Thursday, March 5, 2009

Sexing Our Canaries





Is it a hen or a cock?

First of all, I want to recognize Gates and announce that today they have been named Head of the Flock! Thanks so much for participating!!

Yesterday, Gates questioned the sex of the bottom bird. In yesterdays post, I was going on and on about the vent pointing forward, changing color from yellow to red, and finally engorging and all of the pictures except the bottom fit. The bottom bird has a pointed vent but it points toward the tail and some redness looks more like a hint of a ring around the vent. Gates was right in questioning, could this be a hen?

Actually, I have been questioning the sex of bird #783 for quite some time. It is a German roller and at one time was caged in a roller show cage as it starting to sing. The vent at that time felt like a small knob but it didn't develop and neither did its song!

There are a number of differentiating signs that help us sex our birds. Singing is one of them. We often tell the public that only cocks sing. Well that is generally true and of course the song quality of a hen is never as good as her brother. But, yes, some hens do sing just like this one! Fortunately, as they come into breeding condition they stop singing. But adding to the confusion is the fact that cocks often do not sing when caged with hens!

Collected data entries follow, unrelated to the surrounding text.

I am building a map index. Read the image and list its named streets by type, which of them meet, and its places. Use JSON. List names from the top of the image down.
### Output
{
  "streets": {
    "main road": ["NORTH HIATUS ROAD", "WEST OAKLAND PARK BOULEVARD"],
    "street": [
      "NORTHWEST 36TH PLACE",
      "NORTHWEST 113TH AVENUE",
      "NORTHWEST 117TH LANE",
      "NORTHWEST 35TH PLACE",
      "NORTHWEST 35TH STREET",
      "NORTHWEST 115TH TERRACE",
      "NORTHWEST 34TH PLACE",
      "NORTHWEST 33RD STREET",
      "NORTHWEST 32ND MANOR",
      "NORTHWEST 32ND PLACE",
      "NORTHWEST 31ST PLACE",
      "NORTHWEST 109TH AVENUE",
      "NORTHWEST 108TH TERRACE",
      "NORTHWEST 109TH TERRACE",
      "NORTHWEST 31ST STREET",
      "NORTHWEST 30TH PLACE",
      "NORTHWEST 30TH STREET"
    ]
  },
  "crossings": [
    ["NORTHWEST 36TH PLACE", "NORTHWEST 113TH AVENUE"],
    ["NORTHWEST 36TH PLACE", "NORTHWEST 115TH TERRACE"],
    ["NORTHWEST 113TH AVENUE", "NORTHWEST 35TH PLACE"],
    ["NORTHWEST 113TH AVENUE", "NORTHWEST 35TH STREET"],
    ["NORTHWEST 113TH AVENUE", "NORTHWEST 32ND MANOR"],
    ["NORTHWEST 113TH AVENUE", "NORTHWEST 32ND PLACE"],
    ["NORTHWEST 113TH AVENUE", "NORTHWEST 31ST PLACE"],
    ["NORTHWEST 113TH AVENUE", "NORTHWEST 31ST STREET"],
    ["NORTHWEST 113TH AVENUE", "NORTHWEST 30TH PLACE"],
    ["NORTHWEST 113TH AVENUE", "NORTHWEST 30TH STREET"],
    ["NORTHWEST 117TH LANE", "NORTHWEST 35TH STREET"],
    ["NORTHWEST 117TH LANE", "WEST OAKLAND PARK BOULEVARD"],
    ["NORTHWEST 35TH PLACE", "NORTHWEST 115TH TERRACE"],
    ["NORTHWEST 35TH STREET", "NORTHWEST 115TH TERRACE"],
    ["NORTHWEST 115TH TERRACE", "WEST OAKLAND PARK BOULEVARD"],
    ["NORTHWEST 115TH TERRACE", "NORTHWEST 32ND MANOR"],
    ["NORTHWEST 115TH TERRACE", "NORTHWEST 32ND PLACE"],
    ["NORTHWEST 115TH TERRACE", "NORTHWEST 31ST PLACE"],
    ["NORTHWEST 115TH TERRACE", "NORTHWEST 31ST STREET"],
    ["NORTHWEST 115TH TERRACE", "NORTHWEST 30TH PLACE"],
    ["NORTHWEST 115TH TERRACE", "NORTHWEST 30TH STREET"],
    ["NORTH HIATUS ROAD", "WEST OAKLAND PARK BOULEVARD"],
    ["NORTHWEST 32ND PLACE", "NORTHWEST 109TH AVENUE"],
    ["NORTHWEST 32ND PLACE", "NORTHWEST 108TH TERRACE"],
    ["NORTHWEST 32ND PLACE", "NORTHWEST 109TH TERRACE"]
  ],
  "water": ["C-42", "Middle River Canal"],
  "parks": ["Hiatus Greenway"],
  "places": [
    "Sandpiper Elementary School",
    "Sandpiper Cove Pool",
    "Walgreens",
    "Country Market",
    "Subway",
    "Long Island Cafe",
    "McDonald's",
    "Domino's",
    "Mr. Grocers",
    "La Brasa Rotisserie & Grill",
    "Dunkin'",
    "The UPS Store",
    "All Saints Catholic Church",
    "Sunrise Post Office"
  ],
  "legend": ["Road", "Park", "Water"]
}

I often thought I could tell the sex by the boldness of the eye and aggressive nature but this is unreliable too because some hens are aggressive and some cocks are timid.

Another favorite is color. In some kinds of canaries, such as yellow rollers, the darker colored birds are usually cocks and the lighter colored birds are hens. The most reliable was to judge the color is not against other rollers but rather comparing the color of their siblings as they leave the nest. But like the singing, there are exceptions. The light colored top bird and next photo down is the same German roller cock that is uniformly light in color, and almost light enough to be called an ivory if it were a colorbred canary. The third bird down is a dark yellow German roller hen! I have noticed that this usually light colored cock is associated with a fantastic hollow roll. This light uniformly colored German roller will throw offspring with improved song quality and especially improved tone!! The photo on the light colored German male are not as light colored or as uniformly colored as he actually appears. So seeing the light color cock is great but color sexing is not reliable!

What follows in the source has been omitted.